**WORK ITEM**
Write out only the lines from the start of the entries up to and including the line with "0 #bec3c2) drop-shadow(-2px"; please skip the pictures.

**SUPPLIED DATA**
=-=-=

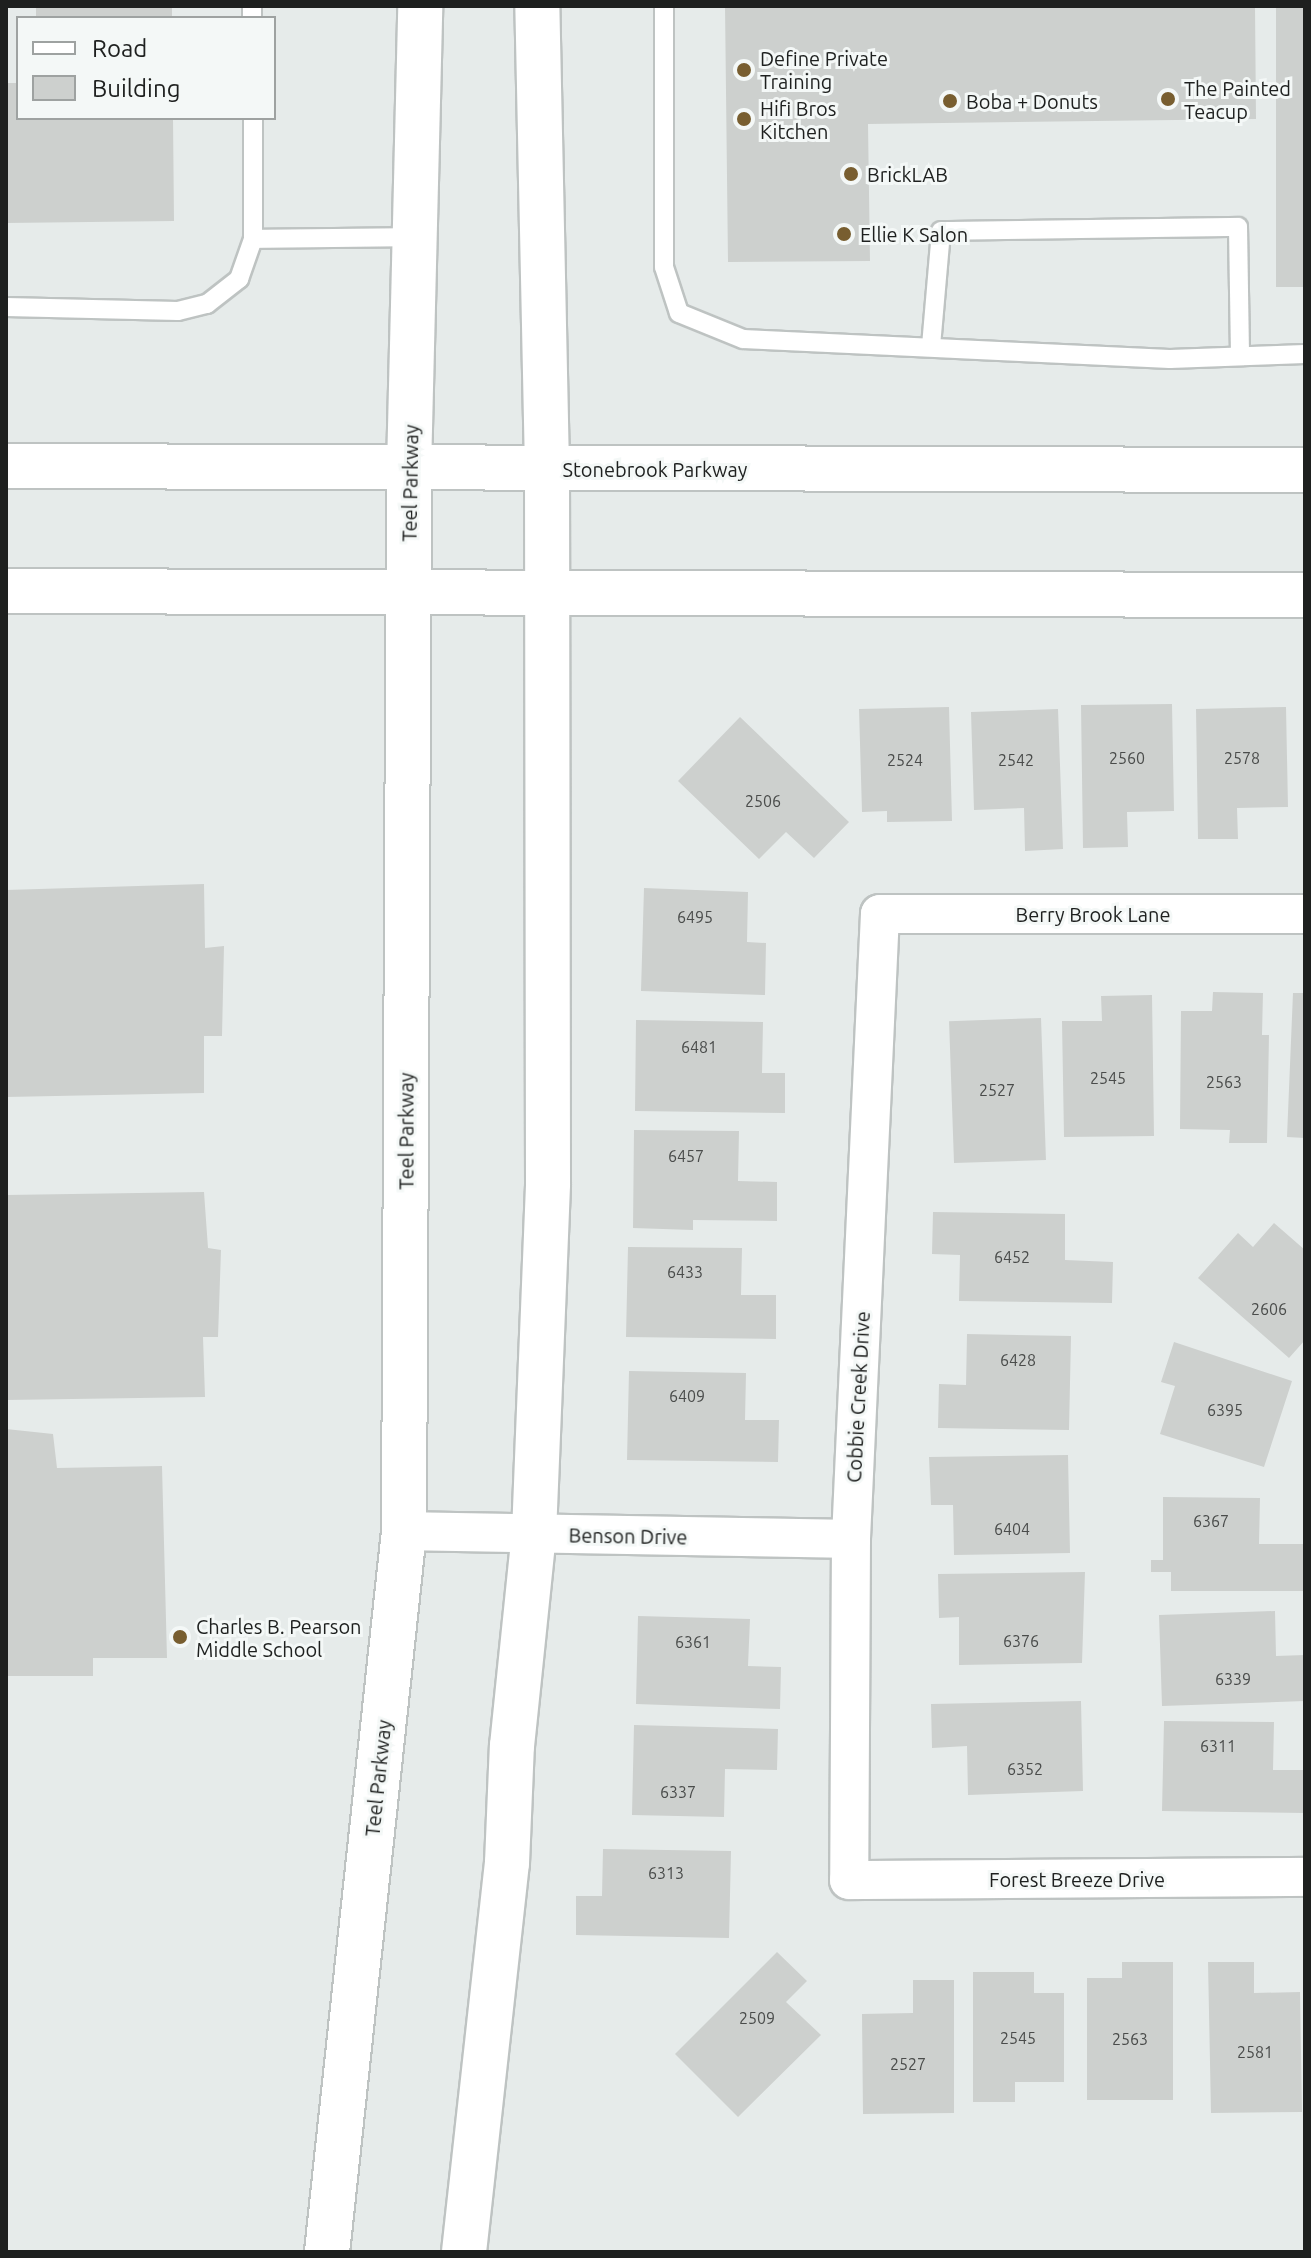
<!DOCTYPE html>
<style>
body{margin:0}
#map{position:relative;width:1311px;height:2258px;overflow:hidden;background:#e6ebea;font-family:Ubuntu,sans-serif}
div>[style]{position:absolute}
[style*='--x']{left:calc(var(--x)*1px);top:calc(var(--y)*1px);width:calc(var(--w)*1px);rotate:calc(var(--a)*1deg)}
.building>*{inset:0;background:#cdd0ce;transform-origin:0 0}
.roads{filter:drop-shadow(2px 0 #bec3c2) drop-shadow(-2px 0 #bec3c2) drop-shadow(0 2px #bec3c2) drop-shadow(0 -2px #bec3c2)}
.service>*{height:18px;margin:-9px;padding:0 9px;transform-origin:9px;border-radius:9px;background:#fff}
.minor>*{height:38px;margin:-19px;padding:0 19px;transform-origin:19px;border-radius:19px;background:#fff}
.secondary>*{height:44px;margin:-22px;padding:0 22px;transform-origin:22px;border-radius:22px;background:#fff}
.dots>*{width:22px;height:22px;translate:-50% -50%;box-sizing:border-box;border:4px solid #f4f8f7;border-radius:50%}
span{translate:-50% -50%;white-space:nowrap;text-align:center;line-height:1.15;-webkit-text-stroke:6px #f4f8f7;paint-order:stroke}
.number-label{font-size:16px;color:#4a4c4b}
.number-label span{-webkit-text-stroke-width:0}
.poi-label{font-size:20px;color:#1e201f}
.left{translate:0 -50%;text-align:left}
.street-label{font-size:20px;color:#1e201f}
.frame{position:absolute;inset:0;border:8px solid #1e201f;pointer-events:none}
.legend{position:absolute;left:16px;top:16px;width:260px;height:104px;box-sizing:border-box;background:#f4f8f7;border:2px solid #9ea2a1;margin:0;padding:10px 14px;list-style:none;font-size:24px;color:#1e201f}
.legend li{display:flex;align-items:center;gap:16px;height:40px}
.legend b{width:40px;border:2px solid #9ea2a1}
</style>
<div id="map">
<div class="building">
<div style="left:36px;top:6px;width:136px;height:12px"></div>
<div style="clip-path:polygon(725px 6px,1255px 6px,1256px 119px,868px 124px,870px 261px,728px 262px)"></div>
<div style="left:1276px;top:6px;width:29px;height:281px"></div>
<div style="clip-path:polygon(6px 83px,18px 83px,18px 118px,173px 118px,174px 221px,6px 223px)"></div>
<div style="clip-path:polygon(1172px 704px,1174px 811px,1127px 812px,1128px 847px,1083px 848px,1081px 705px)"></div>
<div style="clip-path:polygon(949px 707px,952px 821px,887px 822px,887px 811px,862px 812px,859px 709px)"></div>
<div style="clip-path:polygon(1286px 707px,1288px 807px,1237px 808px,1238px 839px,1198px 839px,1196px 709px)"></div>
<div style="clip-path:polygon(1058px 709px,1063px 849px,1025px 851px,1024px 808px,974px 810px,971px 712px)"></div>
<div style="clip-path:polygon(740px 717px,849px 822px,814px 858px,786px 832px,759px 859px,678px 781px)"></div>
<div style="clip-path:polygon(204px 884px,205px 948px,224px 946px,222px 1036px,204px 1036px,204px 1093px,6px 1097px,6px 890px)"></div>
<div style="clip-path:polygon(644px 888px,748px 892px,747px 942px,766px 943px,765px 995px,641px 991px)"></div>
<div style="clip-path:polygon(1213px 992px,1263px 993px,1262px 1035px,1269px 1035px,1267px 1143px,1229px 1143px,1230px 1130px,1180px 1129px,1181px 1011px,1212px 1011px)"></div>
<div style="clip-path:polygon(1293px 993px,1305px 993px,1305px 1138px,1287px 1137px)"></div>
<div style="clip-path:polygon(1152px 995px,1154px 1136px,1064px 1137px,1062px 1021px,1102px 1021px,1101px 996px)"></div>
<div style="left:1041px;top:1018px;width:142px;height:92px;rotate:88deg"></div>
<div style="clip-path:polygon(636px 1020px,763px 1022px,762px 1073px,785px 1073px,785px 1113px,635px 1111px)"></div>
<div style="clip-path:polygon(634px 1130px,739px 1131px,738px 1181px,777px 1182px,777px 1221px,693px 1220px,693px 1230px,633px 1228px)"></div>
<div style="clip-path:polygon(204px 1192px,208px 1248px,221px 1250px,218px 1337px,203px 1337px,205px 1397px,6px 1400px,6px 1195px)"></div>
<div style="clip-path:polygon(933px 1212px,1065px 1214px,1065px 1260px,1113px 1262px,1112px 1303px,959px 1301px,960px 1255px,932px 1254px)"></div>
<div style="clip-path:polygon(1274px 1223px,1305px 1250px,1305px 1340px,1289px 1358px,1198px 1278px,1238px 1233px,1253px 1247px)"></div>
<div style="clip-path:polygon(628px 1247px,742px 1248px,741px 1295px,776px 1295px,776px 1339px,626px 1337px)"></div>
<div style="clip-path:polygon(967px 1334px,1071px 1336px,1069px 1430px,938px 1428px,939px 1384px,966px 1385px)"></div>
<div style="clip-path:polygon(1174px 1342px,1292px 1381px,1264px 1467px,1160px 1434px,1175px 1386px,1161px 1382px)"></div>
<div style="clip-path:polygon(629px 1371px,746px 1373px,745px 1420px,779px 1420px,778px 1462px,627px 1460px)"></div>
<div style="clip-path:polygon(6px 1429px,53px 1434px,57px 1468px,162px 1466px,167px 1658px,93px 1658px,93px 1676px,6px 1676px)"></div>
<div style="clip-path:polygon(1068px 1455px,1070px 1553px,954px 1555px,953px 1505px,931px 1505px,929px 1457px)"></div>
<div style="clip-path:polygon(1163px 1497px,1260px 1498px,1259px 1544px,1305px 1544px,1305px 1591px,1171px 1591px,1171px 1572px,1151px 1572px,1151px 1560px,1163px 1560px)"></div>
<div style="clip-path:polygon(1085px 1572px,1082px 1663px,959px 1665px,959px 1617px,939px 1618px,938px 1574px)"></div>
<div style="clip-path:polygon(1275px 1611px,1276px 1656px,1305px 1655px,1305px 1701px,1162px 1706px,1159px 1615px)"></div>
<div style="clip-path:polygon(638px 1616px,750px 1619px,748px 1666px,781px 1667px,780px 1709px,636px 1704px)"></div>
<div style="clip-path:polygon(1081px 1701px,1083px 1791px,968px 1795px,967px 1746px,932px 1748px,931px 1704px)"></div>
<div style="clip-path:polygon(1164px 1721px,1274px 1722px,1273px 1770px,1305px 1770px,1305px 1813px,1162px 1811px)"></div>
<div style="clip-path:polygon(634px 1725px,778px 1729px,777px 1770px,725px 1769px,724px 1817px,632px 1815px)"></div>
<div style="clip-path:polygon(603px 1849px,731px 1851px,729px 1938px,576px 1935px,576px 1896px,602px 1896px)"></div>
<div style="clip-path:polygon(777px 1952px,807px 1981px,786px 2002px,821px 2035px,738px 2117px,675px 2054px)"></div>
<div style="clip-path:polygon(1122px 1962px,1173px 1962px,1173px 2100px,1087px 2100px,1087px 1978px,1122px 1978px)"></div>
<div style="clip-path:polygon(1208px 1962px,1254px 1962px,1254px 1993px,1300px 1992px,1302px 2112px,1211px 2113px)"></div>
<div style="clip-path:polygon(973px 1972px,1034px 1972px,1034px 1993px,1064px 1993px,1064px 2082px,1015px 2082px,1015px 2102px,973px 2102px)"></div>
<div style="clip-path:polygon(913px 1980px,954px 1980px,954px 2113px,863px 2114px,862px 2014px,913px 2013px)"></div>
</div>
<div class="roads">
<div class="service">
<div style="--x:252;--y:6;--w:12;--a:90"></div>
<div style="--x:664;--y:6;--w:261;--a:90"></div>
<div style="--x:664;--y:267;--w:48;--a:71.9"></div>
<div style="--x:679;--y:313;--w:69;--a:22.1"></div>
<div style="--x:743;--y:339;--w:427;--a:2.7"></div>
<div style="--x:1170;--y:359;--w:135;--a:-2.1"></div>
<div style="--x:253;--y:239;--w:161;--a:-0.7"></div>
<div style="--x:6;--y:307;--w:172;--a:1.3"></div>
<div style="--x:178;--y:311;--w:30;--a:-14"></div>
<div style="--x:207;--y:304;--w:41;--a:-38"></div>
<div style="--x:239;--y:279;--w:42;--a:-70.7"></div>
<div style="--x:253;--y:239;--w:121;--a:-90"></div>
<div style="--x:931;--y:346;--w:115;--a:-85"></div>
<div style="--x:941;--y:231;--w:297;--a:-0.8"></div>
<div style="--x:1238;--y:227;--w:129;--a:89.1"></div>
</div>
<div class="minor">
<div style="--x:1305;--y:914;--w:425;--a:180"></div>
<div style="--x:880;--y:914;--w:626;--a:92.66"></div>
<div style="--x:851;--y:1539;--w:341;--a:90.3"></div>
<div style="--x:849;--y:1880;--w:456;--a:-0.4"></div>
<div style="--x:404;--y:1531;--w:447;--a:1"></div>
</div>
<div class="secondary">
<div style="--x:6;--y:466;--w:1299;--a:0.18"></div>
<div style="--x:6;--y:591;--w:1299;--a:0.18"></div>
<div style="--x:327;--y:2252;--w:725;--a:-83.9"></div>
<div style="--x:404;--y:1531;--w:1062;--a:-89.73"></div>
<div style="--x:409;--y:469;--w:463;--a:-88.6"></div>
<div style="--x:464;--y:2252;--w:391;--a:-83.7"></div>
<div style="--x:507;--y:1863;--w:117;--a:-87.6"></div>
<div style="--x:512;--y:1746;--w:213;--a:-84.1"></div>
<div style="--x:534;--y:1534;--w:351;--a:-87.7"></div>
<div style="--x:548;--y:1183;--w:715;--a:-90.08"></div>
<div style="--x:547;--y:468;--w:462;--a:-91.2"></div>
</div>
</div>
<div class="dots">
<div style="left:744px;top:70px;background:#785e30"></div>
<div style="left:1168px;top:99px;background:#785e30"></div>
<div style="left:950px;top:101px;background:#785e30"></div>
<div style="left:744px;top:119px;background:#785e30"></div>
<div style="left:851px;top:174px;background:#785e30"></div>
<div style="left:844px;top:234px;background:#785e30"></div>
<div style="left:180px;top:1637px;background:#785e30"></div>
</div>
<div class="number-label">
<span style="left:1127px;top:758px">2560</span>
<span style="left:1242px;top:758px">2578</span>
<span style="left:905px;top:760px">2524</span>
<span style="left:1016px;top:760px">2542</span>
<span style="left:763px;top:801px">2506</span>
<span style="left:695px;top:917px">6495</span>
<span style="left:699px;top:1047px">6481</span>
<span style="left:1108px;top:1078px">2545</span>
<span style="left:1224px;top:1082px">2563</span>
<span style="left:997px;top:1090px">2527</span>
<span style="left:686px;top:1156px">6457</span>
<span style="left:1012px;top:1257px">6452</span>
<span style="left:685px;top:1272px">6433</span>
<span style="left:1269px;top:1309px">2606</span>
<span style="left:1018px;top:1360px">6428</span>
<span style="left:687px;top:1396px">6409</span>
<span style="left:1225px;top:1410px">6395</span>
<span style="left:1211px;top:1521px">6367</span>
<span style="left:1012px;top:1529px">6404</span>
<span style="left:1021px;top:1641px">6376</span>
<span style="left:693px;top:1642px">6361</span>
<span style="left:1233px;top:1679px">6339</span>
<span style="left:1218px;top:1746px">6311</span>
<span style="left:1025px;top:1769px">6352</span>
<span style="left:678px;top:1792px">6337</span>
<span style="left:666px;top:1873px">6313</span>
<span style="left:757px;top:2018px">2509</span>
<span style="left:1018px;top:2038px">2545</span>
<span style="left:1130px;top:2039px">2563</span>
<span style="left:1255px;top:2052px">2581</span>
<span style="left:908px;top:2064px">2527</span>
</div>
<div class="poi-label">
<span class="left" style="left:760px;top:70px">Define Private<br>Training</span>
<span class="left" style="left:1184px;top:100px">The Painted<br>Teacup</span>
<span class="left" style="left:966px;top:101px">Boba + Donuts</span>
<span class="left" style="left:760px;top:120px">Hifi Bros<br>Kitchen</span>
<span class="left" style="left:867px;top:174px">BrickLAB</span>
<span class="left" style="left:860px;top:234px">Ellie K Salon</span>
<span class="left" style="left:196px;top:1638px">Charles B. Pearson<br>Middle School</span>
</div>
<div class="street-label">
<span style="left:655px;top:469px">Stonebrook Parkway</span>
<span style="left:410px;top:483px;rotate:-89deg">Teel Parkway</span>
<span style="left:1093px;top:914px">Berry Brook Lane</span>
<span style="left:406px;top:1131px;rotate:-90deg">Teel Parkway</span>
<span style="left:858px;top:1397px;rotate:-87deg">Cobbie Creek Drive</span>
<span style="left:628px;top:1536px;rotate:1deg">Benson Drive</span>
<span style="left:378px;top:1778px;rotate:-84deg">Teel Parkway</span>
<span style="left:1077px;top:1879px">Forest Breeze Drive</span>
</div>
<div class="frame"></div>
<ul class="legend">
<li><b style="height:10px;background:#fff"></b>Road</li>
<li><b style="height:22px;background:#cdd0ce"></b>Building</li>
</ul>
</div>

=-=-=

**FINISHED EXERCISE**
<!DOCTYPE html>
<style>
body{margin:0}
#map{position:relative;width:1311px;height:2258px;overflow:hidden;background:#e6ebea;font-family:Ubuntu,sans-serif}
div>[style]{position:absolute}
[style*='--x']{left:calc(var(--x)*1px);top:calc(var(--y)*1px);width:calc(var(--w)*1px);rotate:calc(var(--a)*1deg)}
.building>*{inset:0;background:#cdd0ce;transform-origin:0 0}
.roads{filter:drop-shadow(2px 0 #bec3c2) drop-shadow(-2px 0 #bec3c2) drop-shadow(0 2px #bec3c2) drop-shadow(0 -2px #bec3c2)}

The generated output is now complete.